Poisoning of Hydrogen Dissociation at Pd (100) by Adsorbed Sulfur Studied by ab initio Quantum Dynamics and ab initio Molecular Dynamics

TL;DR

This study uses advanced quantum and molecular dynamics simulations to investigate how sulfur coverage on Pd (100) surfaces affects hydrogen dissociation, revealing complex dynamics and challenging previous simplified models.

Contribution

It provides a comprehensive ab initio analysis of hydrogen dissociation on sulfur-covered Pd (100), highlighting the importance of full degrees of freedom and complex PES effects.

Findings

Strongly corrugated potential energy surface influences dissociation

Tunneling and zero-point vibrations significantly affect dynamics

Traditional low-dimensional models may be invalid

Abstract

We report calculations of the dissociative adsorption of H_2 at Pd (100) covered with 1/4 monolayer of sulfur using quantum dynamics as well as molecular dynamics and taking all six degrees of freedom of the two H atoms fully into account. The ab initio potential-energy surface (PES) is found to be very strongly corrugated.
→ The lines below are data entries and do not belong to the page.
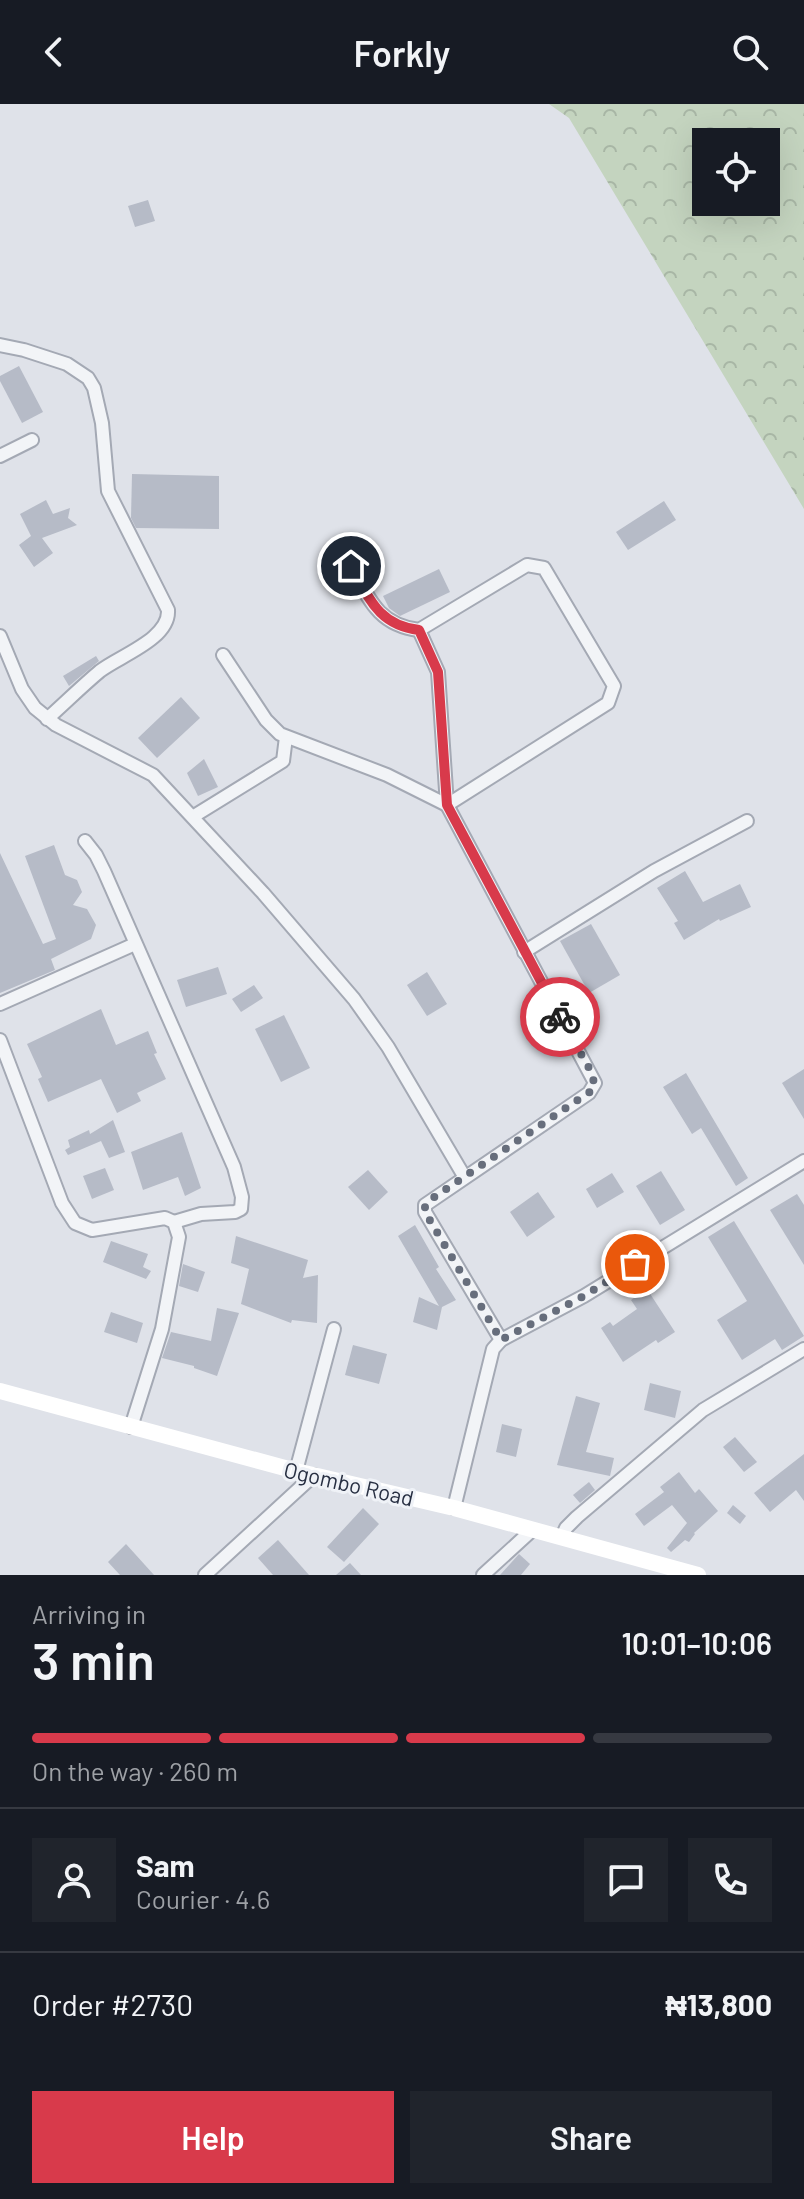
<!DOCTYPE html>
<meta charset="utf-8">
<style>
body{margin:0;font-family:Barlow,sans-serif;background:#20242c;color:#f1f3f6;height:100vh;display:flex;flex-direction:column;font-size:30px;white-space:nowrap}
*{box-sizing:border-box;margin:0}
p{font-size:26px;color:#9ea1a6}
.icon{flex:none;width:44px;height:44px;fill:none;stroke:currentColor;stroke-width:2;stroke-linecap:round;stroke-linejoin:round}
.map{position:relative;height:1471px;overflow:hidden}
.side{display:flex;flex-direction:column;background:#171b24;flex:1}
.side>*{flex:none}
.tools{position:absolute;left:692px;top:24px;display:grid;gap:16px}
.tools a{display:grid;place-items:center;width:88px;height:88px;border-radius:0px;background:#171b24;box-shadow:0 8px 32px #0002;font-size:40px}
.pin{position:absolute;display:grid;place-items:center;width:68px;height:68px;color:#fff;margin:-34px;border:4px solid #fff;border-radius:50%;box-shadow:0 2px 8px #0007}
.courier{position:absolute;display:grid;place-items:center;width:80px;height:80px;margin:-40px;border:6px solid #d83a4b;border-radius:50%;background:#fff;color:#222;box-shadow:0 2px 10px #0007}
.overview em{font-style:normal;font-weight:600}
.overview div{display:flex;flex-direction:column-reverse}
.overview{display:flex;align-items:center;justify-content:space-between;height:136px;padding:0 32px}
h1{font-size:52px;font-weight:600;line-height:60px}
.bar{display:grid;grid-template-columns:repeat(4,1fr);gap:12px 8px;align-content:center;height:96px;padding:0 32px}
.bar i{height:10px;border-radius:6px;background:#363941}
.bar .active{background:#d83a4b}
.bar p{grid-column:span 4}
.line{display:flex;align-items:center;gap:20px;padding:0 32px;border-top:2px solid #363941}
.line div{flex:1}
.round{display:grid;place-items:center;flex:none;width:84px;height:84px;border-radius:0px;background:#20242c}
.cta{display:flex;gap:16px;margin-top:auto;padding:16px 32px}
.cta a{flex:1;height:92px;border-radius:0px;background:#d83a4b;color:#fff;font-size:32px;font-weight:600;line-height:92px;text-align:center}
.cta a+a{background:#20242c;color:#f1f3f6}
header{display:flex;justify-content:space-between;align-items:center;height:104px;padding:0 32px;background:#171b24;font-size:36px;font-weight:600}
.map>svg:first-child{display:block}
.forest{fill:url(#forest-crowns);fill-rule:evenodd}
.building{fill:#b6bbc7}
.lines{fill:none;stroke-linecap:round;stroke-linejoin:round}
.street-casing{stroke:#a4a9b4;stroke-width:16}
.street{stroke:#f2f4f7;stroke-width:12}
.secondary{stroke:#fff;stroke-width:16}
.done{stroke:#676e7c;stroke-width:8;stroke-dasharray:0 14.4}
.route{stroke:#d83a4b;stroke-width:10}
.labels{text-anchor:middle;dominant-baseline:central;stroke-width:6;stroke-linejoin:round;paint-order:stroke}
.street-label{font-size:22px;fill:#272f42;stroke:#eff2f7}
</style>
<header><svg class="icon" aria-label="back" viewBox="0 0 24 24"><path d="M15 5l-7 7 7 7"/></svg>Forkly<svg class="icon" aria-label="search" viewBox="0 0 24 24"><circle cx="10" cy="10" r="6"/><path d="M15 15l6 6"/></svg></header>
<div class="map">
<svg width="804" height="1471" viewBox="0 0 804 1471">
<defs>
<pattern id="forest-crowns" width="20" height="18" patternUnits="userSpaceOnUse" patternTransform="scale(2)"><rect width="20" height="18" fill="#c4d4bf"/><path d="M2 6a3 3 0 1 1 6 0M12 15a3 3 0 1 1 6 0" fill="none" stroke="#a8b6a5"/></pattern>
</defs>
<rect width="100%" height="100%" fill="#dfe2e9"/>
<path class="forest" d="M549,0H804V405L569,14ZM706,38H766V98H706Z"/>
<g class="building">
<polygon points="148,96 155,117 135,123 128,102"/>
<polygon points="19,262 43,308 22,319 0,277 0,272"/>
<polygon points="132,370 219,372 219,425 136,424 131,414"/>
<polygon points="46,396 53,410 70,404 68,414 77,421 42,434 53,449 34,463 19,441 31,432 20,410"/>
<polygon points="664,397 676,416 628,446 616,428"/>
<polygon points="439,465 450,488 400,512 389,504 383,492"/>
<polygon points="96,552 99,557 69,582 63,572"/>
<polygon points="181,593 200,614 157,654 138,634"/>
<polygon points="204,655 218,683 198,692 187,669"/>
<polygon points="54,741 65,771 77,776 82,788 73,801 87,805 96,821 91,835 51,855 55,866 0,889 0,749 43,840 56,835 25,752"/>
<polygon points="685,767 703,798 740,780 751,803 720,817 719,815 684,836 674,819 678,817 657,784"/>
<polygon points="591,820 620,871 589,889 560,837"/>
<polygon points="218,863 227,890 186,903 177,876"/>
<polygon points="427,868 447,900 427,912 407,881"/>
<polygon points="254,881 263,894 241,908 232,895"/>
<polygon points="101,905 116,941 148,927 157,949 154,950 166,975 137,989 141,997 117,1009 101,975 48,998 38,975 42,973 27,940"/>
<polygon points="284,911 310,964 281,978 255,925"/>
<polygon points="804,965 804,1015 782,979"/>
<polygon points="686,969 748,1074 736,1082 701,1024 692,1030 663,983"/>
<polygon points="113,1016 125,1048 109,1054 101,1037 68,1051 65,1046 70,1043 68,1036 89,1026 90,1030"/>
<polygon points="182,1028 201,1084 185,1092 178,1073 143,1086 131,1048"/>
<polygon points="105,1064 114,1086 92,1095 83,1072"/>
<polygon points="368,1066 388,1088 369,1106 348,1083"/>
<polygon points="661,1067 685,1106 660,1121 636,1082"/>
<polygon points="612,1069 624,1088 597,1104 586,1085"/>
<polygon points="538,1088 555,1113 527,1133 510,1108"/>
<polygon points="797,1090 804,1101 804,1161 770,1106"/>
<polygon points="734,1117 804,1232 782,1246 775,1235 742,1256 717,1216 747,1197 708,1133"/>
<polygon points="415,1121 439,1163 436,1165 456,1196 442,1203 437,1226 413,1218 419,1193 439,1202 398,1132"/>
<polygon points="236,1132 308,1156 303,1174 318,1171 317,1219 292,1216 291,1219 241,1200 249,1165 231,1159"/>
<polygon points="111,1137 148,1150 143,1163 151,1167 146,1175 103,1158"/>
<polygon points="183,1160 205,1168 198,1188 179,1182"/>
<polygon points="647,1185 675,1228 658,1239 656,1236 623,1258 601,1224 610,1218 613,1222 637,1205 631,1196"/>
<polygon points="217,1204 239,1209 217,1272 194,1264 194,1262 162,1254 171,1228 211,1237"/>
<polygon points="111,1208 143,1219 137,1239 104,1228"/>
<polygon points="353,1241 387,1250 379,1280 345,1271"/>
<polygon points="650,1279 681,1287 675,1314 644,1306"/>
<polygon points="576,1292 600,1299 586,1348 614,1354 610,1372 557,1361"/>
<polygon points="502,1320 522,1325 516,1353 496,1348"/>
<polygon points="735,1333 757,1358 744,1368 723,1343"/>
<polygon points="804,1350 804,1397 796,1386 770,1408 754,1389"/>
<polygon points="679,1368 695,1389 699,1385 718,1407 694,1429 695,1430 689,1438 685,1436 671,1448 667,1444 687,1419 672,1401 644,1422 635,1410 664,1388 660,1383"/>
<polygon points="589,1378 595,1386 580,1399 573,1391"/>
<polygon points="733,1401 746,1412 740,1420 727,1409"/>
<polygon points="363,1404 379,1420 344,1458 327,1443"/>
<polygon points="278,1436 309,1471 273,1471 258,1454"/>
<polygon points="126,1440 154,1471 120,1471 108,1458"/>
<polygon points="519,1450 530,1460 521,1471 500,1471"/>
<polygon points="350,1459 361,1471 336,1471"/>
</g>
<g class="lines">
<defs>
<g id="street">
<path d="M0,241L24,246L67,260L88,274L94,284L102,319L108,387L168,506C170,535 119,552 100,567C82,582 65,599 47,615"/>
<polyline points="0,352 32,336"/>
<path d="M351,462C369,495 378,521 419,526L527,461L544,464L614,582L608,599L447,701"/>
<polyline points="419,526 438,568 447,701 595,979 589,989 425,1101 425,1108 501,1236"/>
<polyline points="0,532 22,585 35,604 56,621 153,671 263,789 354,895 388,943 464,1072"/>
<polyline points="223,551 266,616 280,630 387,671 447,701"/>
<polyline points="194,712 283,657 286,633"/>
<polyline points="85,737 96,751 104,767 234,1063 242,1093 241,1105 235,1108 201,1110 174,1118"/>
<polyline points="524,848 654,767 747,717"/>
<polyline points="0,900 135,840"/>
<polyline points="0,936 62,1099 75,1119 92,1126 165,1114 174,1118 179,1133 162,1225 131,1323"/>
<polyline points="296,1367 334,1225"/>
<polyline points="454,1404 493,1245 501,1236 584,1192 804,1057"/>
<polyline points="562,1433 566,1424 577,1413 703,1306 804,1245"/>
<polyline points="205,1471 314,1371"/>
<polyline points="483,1471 531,1427"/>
</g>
</defs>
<use href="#street" class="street-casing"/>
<use href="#street" class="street"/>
<polyline class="secondary" points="0,1287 296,1367 454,1404 698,1471"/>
</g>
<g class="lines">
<polyline class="done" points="560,913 593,971 594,985 430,1096 425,1101 425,1108 501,1236 584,1192 635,1160"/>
<path class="route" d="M351,462C369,494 378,521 419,526L438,568L447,701L560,913"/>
</g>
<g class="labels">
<g class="street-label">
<text transform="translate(349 1379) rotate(13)">Ogombo Road</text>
</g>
</g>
</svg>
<div class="tools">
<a><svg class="icon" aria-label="locate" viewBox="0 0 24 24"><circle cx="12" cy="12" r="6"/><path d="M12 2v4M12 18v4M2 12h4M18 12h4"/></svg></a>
</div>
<div class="pin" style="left:635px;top:1160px;background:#ea580c"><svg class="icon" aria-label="bag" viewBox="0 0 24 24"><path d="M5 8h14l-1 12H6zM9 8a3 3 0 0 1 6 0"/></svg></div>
<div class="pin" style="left:351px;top:462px;background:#1f2937"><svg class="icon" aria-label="home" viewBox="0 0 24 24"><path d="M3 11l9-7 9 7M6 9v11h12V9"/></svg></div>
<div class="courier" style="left:560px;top:913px"><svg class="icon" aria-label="bike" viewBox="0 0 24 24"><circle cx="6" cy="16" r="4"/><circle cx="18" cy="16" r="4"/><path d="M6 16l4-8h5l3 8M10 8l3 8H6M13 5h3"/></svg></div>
</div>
<section class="side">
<div class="overview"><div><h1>3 min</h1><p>Arriving in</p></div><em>10:01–10:06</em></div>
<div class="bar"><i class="active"></i><i class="active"></i><i class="active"></i><i></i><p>On the way · 260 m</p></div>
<div class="line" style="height:144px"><a class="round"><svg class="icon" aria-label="person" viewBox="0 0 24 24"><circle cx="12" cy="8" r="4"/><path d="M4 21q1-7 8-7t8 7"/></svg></a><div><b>Sam</b><p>Courier · 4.6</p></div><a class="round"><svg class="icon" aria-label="chat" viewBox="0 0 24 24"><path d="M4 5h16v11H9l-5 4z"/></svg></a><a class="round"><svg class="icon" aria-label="phone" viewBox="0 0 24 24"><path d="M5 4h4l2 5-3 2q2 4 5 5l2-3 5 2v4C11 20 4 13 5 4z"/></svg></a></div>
<div class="line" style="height:104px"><div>Order #2730</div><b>₦13,800</b></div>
<div class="cta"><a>Help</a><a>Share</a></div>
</section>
In particular we discuss the influence of tunneling, zero-point vibrations, localization of the nuclei's wave function when narrow valleys of the PES are passed, steering of the approaching H_2 molecules towards low energy barrier configurations, and the time scales of the center of mass motion and the other degrees of freedom. Several ``established'' concepts, which were derived from low-dimensional dynamical studies, are shown to be not valid.